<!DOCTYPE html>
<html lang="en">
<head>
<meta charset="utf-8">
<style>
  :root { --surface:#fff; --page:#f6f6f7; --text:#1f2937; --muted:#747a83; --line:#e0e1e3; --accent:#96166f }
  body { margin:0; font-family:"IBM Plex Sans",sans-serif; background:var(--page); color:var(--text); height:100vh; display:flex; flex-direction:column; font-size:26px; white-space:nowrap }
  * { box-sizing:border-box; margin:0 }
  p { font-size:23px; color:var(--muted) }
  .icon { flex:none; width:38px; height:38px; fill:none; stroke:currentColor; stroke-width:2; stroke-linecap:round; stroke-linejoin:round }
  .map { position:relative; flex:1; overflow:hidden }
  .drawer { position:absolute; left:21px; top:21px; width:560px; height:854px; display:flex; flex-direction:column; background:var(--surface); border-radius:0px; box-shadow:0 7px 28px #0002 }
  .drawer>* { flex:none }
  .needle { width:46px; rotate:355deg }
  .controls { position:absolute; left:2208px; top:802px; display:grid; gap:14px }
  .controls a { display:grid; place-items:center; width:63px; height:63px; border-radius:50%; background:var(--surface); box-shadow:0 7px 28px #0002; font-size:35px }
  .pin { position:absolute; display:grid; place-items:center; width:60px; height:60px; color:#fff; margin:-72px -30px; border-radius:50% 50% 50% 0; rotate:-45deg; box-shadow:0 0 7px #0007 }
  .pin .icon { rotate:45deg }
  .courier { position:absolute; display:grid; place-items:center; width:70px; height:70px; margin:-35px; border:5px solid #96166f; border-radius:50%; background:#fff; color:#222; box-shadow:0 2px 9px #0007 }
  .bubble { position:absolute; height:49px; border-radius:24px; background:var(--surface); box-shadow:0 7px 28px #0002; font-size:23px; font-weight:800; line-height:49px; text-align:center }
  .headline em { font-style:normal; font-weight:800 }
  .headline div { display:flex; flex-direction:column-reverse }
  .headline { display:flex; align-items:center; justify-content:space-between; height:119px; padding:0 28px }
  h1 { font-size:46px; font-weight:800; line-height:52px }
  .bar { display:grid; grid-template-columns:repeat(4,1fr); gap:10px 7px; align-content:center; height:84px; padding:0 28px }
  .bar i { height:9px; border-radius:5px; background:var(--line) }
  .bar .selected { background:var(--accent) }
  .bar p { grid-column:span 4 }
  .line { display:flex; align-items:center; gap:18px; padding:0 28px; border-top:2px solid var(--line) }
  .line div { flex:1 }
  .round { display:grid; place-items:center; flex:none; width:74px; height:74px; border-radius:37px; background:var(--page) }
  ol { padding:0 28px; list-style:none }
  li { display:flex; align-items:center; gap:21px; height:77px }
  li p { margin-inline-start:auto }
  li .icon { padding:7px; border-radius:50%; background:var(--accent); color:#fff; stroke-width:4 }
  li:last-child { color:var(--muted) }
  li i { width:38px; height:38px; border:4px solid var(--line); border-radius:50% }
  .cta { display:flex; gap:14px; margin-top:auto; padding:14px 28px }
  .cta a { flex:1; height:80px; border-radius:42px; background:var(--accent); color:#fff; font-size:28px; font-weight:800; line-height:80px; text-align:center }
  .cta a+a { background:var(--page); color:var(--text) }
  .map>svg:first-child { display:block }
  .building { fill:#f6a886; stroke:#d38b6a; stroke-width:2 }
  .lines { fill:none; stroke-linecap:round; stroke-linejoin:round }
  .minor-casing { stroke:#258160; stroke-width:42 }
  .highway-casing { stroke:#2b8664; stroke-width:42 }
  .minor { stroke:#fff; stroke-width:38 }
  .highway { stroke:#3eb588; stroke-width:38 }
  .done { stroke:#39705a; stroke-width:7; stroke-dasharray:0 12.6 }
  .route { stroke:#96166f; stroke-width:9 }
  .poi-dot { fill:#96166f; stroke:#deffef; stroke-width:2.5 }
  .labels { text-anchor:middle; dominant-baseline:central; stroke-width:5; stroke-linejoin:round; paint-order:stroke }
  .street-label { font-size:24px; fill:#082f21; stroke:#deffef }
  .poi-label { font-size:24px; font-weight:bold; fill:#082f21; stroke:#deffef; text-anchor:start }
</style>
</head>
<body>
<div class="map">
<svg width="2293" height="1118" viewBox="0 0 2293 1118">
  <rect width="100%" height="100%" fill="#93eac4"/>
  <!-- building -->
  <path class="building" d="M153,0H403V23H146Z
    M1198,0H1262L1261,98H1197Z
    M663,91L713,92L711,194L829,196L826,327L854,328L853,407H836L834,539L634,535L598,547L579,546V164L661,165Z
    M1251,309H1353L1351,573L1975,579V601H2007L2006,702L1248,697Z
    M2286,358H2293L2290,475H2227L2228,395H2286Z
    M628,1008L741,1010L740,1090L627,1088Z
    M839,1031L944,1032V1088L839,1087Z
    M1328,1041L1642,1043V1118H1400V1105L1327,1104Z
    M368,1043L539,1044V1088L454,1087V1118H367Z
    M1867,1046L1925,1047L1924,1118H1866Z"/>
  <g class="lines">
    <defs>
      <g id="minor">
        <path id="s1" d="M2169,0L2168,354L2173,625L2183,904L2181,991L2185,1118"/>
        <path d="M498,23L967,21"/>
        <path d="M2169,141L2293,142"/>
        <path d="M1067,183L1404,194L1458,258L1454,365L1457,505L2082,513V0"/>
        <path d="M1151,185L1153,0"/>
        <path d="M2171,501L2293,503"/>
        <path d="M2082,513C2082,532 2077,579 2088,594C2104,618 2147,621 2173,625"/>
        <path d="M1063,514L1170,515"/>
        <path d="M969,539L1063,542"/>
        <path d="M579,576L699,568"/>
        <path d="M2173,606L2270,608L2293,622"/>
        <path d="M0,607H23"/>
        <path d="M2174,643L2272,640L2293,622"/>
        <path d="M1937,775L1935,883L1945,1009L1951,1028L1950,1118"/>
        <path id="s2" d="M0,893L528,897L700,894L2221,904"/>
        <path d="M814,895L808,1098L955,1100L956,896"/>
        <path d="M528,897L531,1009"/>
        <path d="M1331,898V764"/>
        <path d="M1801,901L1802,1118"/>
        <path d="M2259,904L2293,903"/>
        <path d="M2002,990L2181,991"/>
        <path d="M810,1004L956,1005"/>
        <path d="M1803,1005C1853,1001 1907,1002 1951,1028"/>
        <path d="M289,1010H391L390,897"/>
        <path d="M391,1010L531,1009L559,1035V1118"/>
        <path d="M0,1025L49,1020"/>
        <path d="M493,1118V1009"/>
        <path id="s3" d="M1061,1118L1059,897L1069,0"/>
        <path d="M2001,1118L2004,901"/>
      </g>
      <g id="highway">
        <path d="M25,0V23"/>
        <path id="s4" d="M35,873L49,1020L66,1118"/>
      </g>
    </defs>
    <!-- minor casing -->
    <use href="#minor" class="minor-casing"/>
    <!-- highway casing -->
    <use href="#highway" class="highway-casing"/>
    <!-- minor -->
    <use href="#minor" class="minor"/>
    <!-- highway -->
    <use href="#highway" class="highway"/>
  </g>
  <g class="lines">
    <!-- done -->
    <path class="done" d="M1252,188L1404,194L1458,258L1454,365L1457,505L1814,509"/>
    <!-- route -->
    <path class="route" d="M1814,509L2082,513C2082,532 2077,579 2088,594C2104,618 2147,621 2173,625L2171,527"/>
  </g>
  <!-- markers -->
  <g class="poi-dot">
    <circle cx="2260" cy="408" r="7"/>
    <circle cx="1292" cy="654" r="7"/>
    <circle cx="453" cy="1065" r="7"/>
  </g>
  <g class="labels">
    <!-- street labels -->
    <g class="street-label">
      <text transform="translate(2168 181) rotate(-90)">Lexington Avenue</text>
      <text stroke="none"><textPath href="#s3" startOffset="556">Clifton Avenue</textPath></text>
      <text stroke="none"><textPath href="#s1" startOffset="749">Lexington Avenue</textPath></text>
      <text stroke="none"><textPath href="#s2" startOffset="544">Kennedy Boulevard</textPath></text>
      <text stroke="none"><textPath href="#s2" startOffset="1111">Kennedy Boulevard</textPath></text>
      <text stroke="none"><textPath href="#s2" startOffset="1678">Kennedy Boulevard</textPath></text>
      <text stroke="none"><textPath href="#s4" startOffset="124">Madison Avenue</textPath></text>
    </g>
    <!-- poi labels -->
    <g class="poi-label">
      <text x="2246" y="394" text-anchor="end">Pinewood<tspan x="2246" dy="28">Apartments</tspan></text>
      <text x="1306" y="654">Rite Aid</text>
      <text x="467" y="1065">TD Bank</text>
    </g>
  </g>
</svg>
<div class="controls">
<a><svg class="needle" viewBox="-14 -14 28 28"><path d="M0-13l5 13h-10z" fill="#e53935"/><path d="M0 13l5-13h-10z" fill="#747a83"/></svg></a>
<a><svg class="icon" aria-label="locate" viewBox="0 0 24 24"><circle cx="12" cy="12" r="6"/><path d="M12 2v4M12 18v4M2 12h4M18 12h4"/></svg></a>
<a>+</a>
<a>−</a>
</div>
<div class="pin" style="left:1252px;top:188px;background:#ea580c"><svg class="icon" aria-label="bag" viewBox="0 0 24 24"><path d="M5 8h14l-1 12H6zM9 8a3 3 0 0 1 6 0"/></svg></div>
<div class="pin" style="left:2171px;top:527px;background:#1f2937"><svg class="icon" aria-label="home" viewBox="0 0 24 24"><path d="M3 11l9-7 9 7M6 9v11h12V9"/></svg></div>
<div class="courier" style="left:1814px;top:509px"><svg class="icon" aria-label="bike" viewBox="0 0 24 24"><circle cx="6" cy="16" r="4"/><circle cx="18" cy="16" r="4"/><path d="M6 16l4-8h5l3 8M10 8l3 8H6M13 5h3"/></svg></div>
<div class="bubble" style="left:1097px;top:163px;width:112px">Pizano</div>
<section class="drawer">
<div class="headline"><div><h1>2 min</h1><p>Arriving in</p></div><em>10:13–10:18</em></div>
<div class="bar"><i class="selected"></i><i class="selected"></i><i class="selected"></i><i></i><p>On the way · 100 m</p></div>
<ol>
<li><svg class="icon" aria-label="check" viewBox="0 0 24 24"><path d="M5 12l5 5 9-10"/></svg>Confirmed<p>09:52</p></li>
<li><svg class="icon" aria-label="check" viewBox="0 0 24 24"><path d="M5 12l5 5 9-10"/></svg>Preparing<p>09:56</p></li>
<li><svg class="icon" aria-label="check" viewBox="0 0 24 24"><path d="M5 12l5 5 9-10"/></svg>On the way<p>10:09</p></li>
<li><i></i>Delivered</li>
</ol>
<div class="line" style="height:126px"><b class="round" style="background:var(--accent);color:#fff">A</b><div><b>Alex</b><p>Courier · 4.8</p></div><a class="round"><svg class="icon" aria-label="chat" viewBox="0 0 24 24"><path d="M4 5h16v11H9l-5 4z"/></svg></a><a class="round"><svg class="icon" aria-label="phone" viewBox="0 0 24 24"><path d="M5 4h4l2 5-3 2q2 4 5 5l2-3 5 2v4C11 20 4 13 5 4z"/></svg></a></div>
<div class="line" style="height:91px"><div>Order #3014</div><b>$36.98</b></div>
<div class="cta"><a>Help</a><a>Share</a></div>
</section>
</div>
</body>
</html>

_ASSIGNMENT_
Give the number of lines in the entries that contain "minor", and add nothing.

_TASK RESULT_
7